In much the way meteorologists measure a million different inputs to predict the weather, scientists around the world are constantly collecting and analyzing data to pinpoint what the next flu season will hold and how to prepare for it. And much like the weather, the landscape for flu research is constantly changing.
As quickly as animals and humans develop immunities, flu viruses mutate into different, sometimes stronger strains. This leads to the potential for pandemics that can cripple communities around the globe by spreading quickly without prevention or cure.
Seasonal flu causes approximately 24,000 deaths and more than 200,000 hospitalizations in the United States each year. Vaccination is the primary option to counteract and reduce the impact of influenza outbreaks even though incorrect vaccine strains are sometimes chosen such as during the 2014-2015 season when only 23 percent effectiveness occurred.

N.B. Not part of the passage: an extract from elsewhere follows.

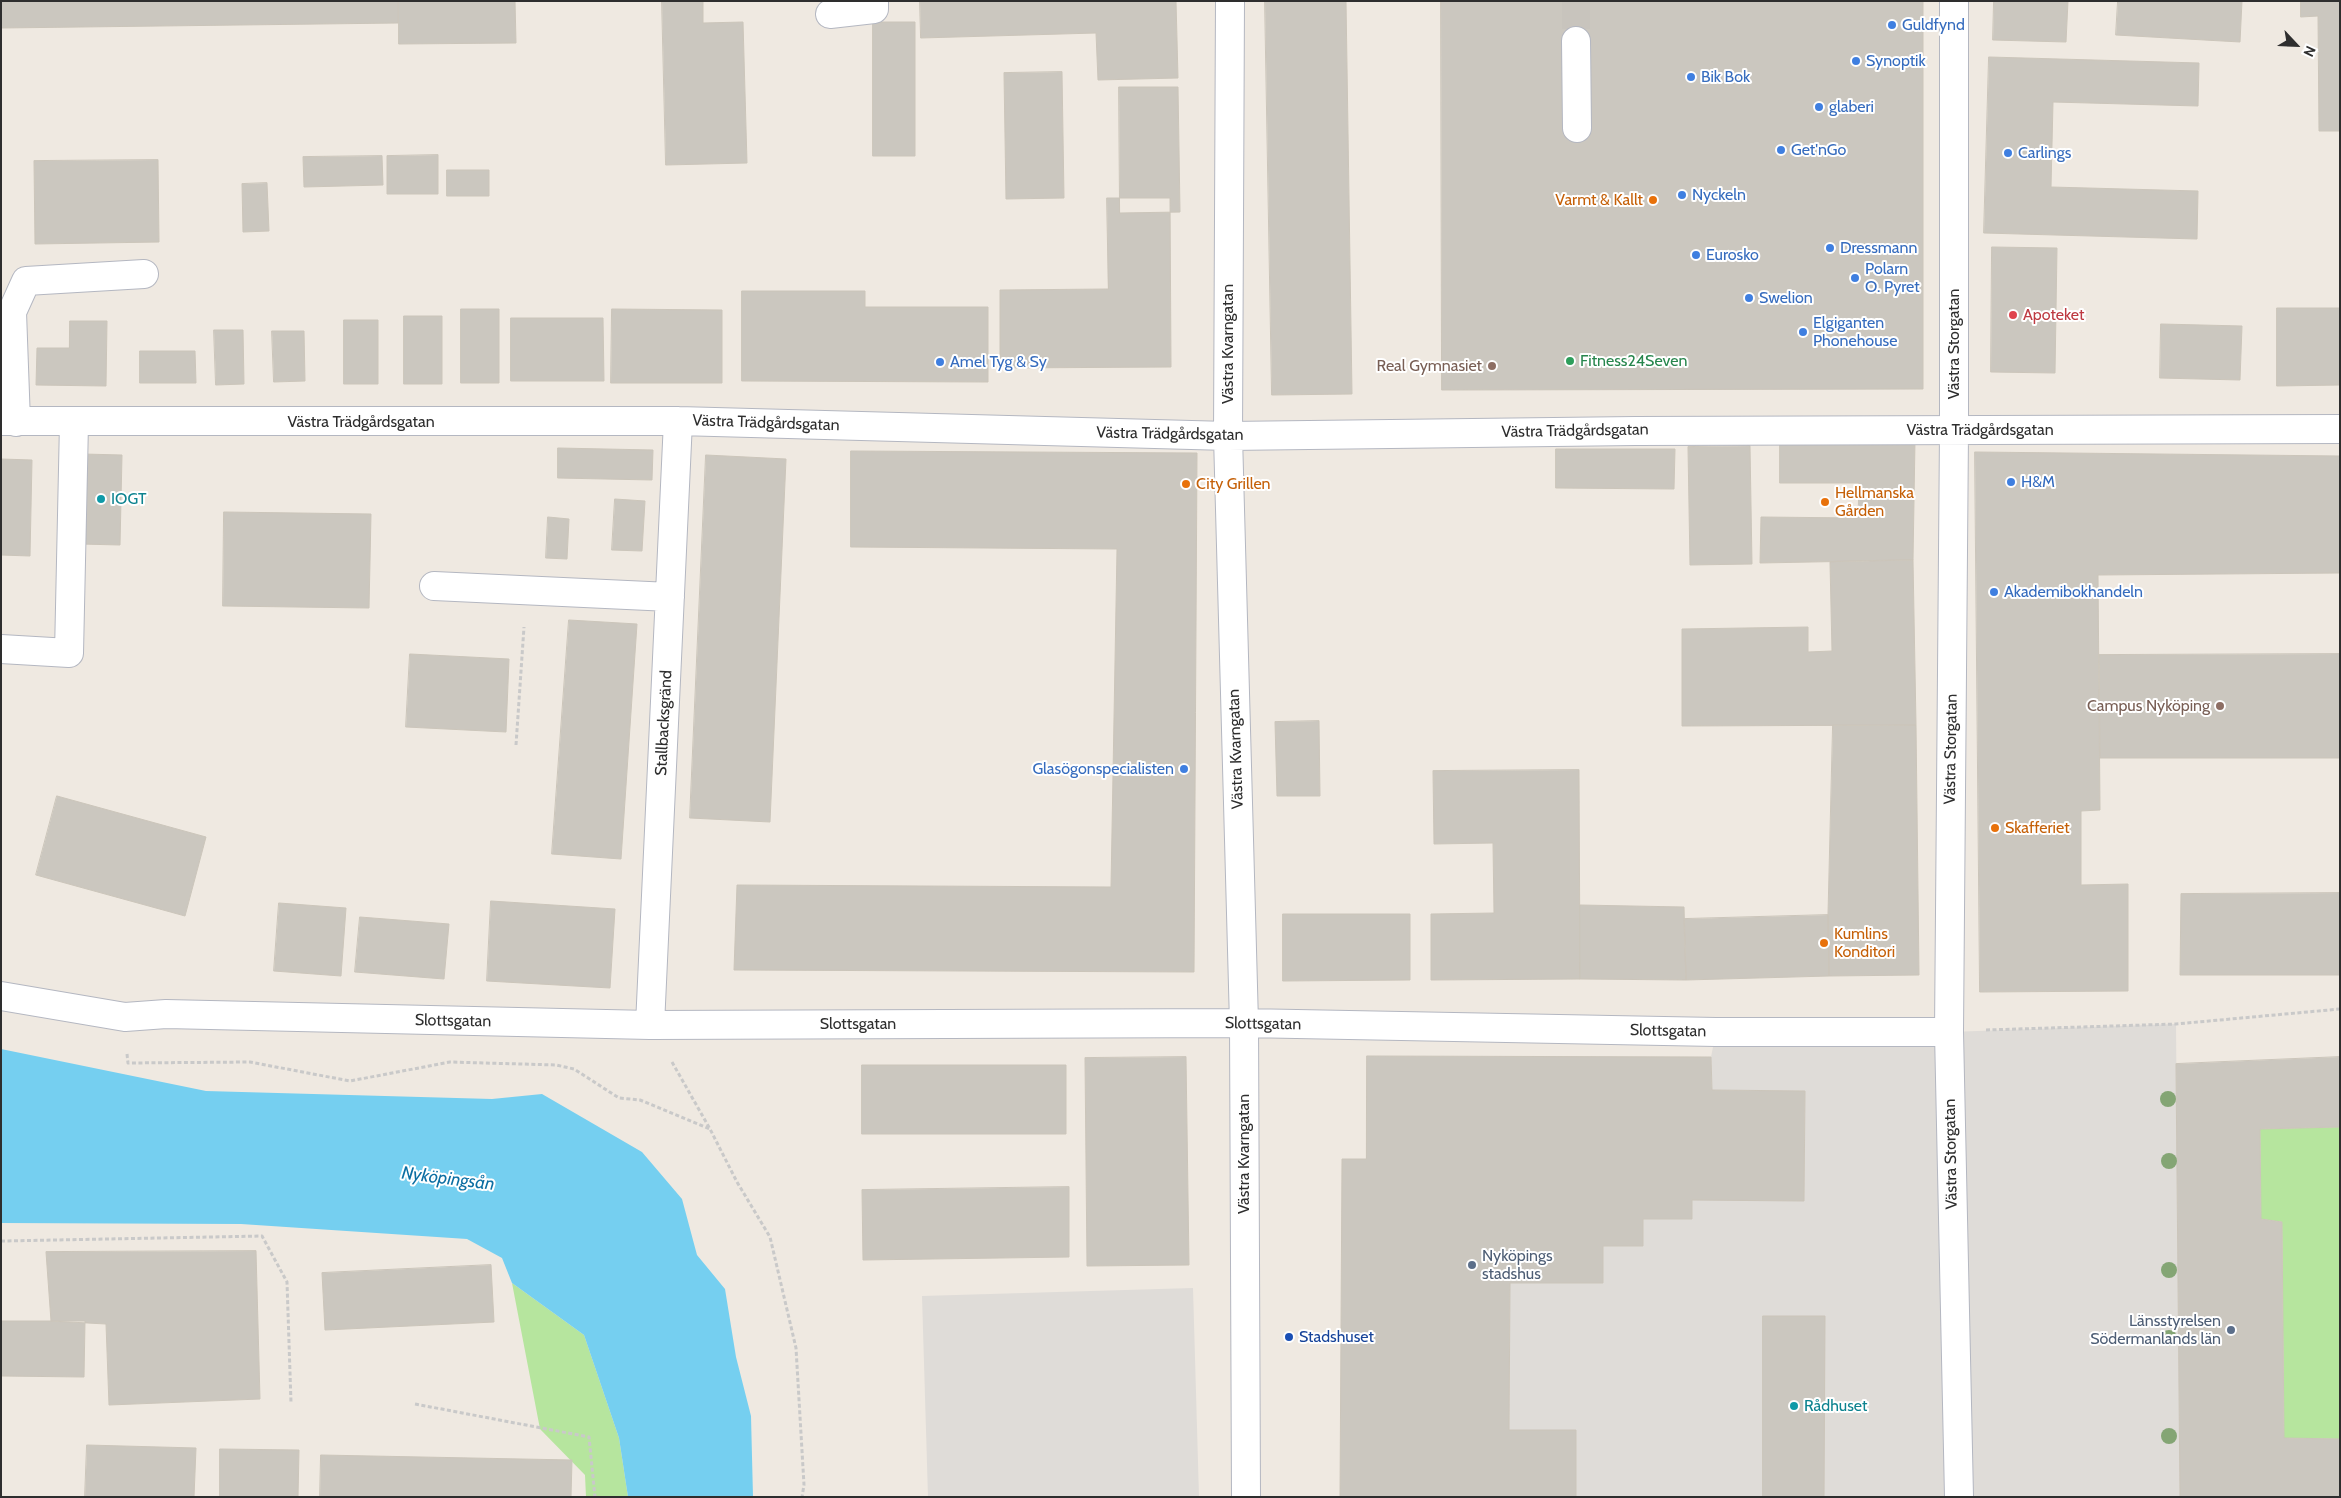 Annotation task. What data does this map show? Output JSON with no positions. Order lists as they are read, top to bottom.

To eradicate risk, scientists must find a way to stay at least one step ahead of virus mutations— That's why a Mississippi State students and faculty are collaborating with global research teams to look into the future and develop new defenses against flu’s mounting threat to world populations.
Powered with a major grant from the National Institutes of Health and led by MSU’s Dr. Henry Wan, researchers are helping accelerate expensive, time-consuming analysis conducted by thousands of scientists at more than 130 influenza centers in 106 countries. The goal of the team is to help prevent, diagnose and treat pandemic flus and other illnesses.
The Mississippi State team’s "machine learning" and “big data” process takes the analysis out of research labs and instead uses computational methods to more quickly discover critical changes or mutations among viruses. This information is entered into a computerized model that determines the best vaccines for combating new and existing strains.
The model also translates data into mathematical formulas that generate generational maps and provide an in-depth look at flu viruses over time and in different world populations. This kind of mapping helps track how viruses mutate and how they spread.
Maps provide the kind of critical information that can uncover greater understanding, like the fact that one particular virus vaccine has been updated more than 29 times since 1968.
While computers are providing a major boost in the race to develop effective vaccines, the global impact of MSU's research is ultimately all too human.